Así, gracias al diálogo entre ambas escenas, podíamos intuir el gusto por los espacios abiertos que comparten ambas películas —en contraste con la confinada mente de sus protagonistas—, por la construcción del paisaje gracias a los cuerpos que los atraviesan; o al revés, por la incorporación del paisaje como elemento constructivo de la personalidad de los personajes. Paralelismos o intersecciones que pueden surgir de la simple comparación de dos imágenes y germinan en la mente del lector de la crítica —o, en este caso, del “espectador” de la crítica— pues nosotros solo las sugerimos, las señalamos.

Pero los ensayos en imágenes tienen una gran potencialidad no solo visual y analítica, sino también poética y emotiva, como demuestra un ejemplo que me gusta especialmente, un verdadero collage publicado en otro número de Rouge tras la muerte de Danièlle Huillet, la mujer de Jean-Marie Straub. Este ensayo fue “escrito”, diseñado, construido o montado por un crítico que no procede, ni mucho menos, del ámbito de Internet pero que, como Jonathan Rosenbaum, ha aprendido a utilizarlo y a sacar partido de sus ventajas. Se trata del español Miguel Marías.

En este ensayo hay un discurso crítico y hagiográfico, evidentemente, pero está oculto detrás de las imágenes y es el lector-espectador el que debe descubrirlo. Marías mezcla imágenes de películas de Straub y Huillet con otras de sus directores favoritos (Dreyer, Ford, Mizoguchi…) o de ¿Dónde yace tu sonrisa escondida? (Où gît votre sourire enfoui?, 2001), la hermosísima película que Pedro Costa le dedicó a ambos. Entre todas ellas destacan las capturas de Gertrud de Dreyer —que actúan como eje conductor del ensayo—, una película cuyo leitmotiv era un “Amor Omnia” (el amor lo puede todo) que aquí Marías podría estar aplicando tanto al amor que Straub y Huillet sentían el uno por el otro como a su mutuo amor por el cine.

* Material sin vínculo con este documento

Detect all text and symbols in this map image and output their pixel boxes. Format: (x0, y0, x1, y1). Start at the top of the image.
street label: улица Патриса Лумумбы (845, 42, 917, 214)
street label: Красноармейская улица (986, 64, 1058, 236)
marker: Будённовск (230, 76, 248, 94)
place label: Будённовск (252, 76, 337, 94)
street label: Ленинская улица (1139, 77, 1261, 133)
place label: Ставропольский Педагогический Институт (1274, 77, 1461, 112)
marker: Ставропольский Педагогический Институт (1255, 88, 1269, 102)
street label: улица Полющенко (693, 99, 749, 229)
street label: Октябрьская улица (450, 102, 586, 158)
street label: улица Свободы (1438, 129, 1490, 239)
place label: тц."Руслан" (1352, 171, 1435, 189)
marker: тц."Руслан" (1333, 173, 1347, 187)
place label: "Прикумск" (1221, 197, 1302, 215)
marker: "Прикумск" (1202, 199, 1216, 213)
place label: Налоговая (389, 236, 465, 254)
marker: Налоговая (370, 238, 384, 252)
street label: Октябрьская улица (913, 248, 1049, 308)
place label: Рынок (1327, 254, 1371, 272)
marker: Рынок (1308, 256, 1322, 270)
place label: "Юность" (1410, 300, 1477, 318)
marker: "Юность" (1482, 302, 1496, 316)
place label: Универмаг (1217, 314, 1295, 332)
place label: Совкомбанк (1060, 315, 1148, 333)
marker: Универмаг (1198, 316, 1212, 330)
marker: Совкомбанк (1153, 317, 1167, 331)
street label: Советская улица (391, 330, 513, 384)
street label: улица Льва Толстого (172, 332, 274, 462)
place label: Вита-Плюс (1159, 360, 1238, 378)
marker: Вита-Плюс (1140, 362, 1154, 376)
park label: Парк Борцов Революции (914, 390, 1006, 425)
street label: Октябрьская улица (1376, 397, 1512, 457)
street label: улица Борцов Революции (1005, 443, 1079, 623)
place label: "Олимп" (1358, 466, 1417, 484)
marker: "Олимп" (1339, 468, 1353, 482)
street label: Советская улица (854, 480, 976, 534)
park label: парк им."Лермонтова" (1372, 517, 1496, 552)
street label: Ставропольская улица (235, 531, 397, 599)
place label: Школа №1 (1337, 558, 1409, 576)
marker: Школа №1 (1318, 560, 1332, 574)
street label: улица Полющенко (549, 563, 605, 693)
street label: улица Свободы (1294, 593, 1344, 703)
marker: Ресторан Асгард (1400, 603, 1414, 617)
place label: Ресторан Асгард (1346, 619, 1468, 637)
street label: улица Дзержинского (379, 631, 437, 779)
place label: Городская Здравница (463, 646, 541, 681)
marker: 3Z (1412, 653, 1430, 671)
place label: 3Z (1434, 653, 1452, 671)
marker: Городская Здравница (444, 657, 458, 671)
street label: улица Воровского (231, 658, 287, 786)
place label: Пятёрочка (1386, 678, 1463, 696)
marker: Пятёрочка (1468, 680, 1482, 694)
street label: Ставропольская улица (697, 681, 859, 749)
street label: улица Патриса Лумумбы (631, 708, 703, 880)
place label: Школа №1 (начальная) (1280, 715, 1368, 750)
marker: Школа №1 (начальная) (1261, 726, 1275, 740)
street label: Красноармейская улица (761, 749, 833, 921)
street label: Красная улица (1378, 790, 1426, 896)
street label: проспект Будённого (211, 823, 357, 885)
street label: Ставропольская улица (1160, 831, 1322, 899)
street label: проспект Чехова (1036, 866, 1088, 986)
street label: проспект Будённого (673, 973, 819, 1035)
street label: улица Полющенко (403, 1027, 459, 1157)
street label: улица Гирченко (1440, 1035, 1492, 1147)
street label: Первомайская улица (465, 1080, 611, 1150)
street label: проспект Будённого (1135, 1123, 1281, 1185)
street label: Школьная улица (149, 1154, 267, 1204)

Pero hay también un camino menos evidente bajo esta calzada empedrada de imágenes. Si, como le gusta citar a Víctor Erice, el cine nos permite ver el trabajo de la muerte, detener sus imágenes sería entonces un acto de resistencia que trataría de retenerlas, de fijarlas, de impedir que, una tras otra, se desvanezcan. Esto es algo de lo que ya habló Raymond Bellour en su fundacional libro Entre imágenes. Foto. Cine. Vídeo al respecto de Que se salve quien pueda (la vida) (Sauve qui peut (la vie), 1980) afirmando que en ella Godard “trata de marcar que el congelado y la descomposición del movimiento se han transformado de alguna manera en algo inherente a la vida del cine, y, por tanto, a la vida misma (6). La vida misma y la misma vida. Si Danièlle vivió pegada a una mesa de montaje buscando la imagen justa, ¿qué mejor homenaje que acompañar su partida con, simplemente, justo una imagen? ()

 

6. POÉTICAS DIGITALES

Ya con estos pocos ejemplos podemos detectar una aproximación a las películas fragmentaria y discontinua, una de las principales características de esta crítica a la que antes me referí como “impresionista” y que Adrian Martin, por ejemplo, llama “creativa”. En 2009 Nicholas Rombes lanzó en su blog Digital Poetics el proyecto “10/40/70”. Vale la pena detenerse un momento en el texto de presentación de este experimento de escritura cinematográfica:

“Selecciona de forma aleatoria tres códigos de tiempo diferentes (en este caso, las marcas 10 minutos, 40 minutos y 70 minutos), congela los fotogramas y utilízalos como guía para escribir sobre la película. ¿Qué ocurriría si, en lugar de escoger libremente las partes de un film que se quieren comentar, uno permite que eso lo determine la propia película? La constricción como una forma de libertad, un nuevo método de crítica cinematográfica, liberada de las viejas tiranías de la continuidad. La discontinuidad de la era digital demanda nuevas formas de visión. Una nueva forma de escritura” (7).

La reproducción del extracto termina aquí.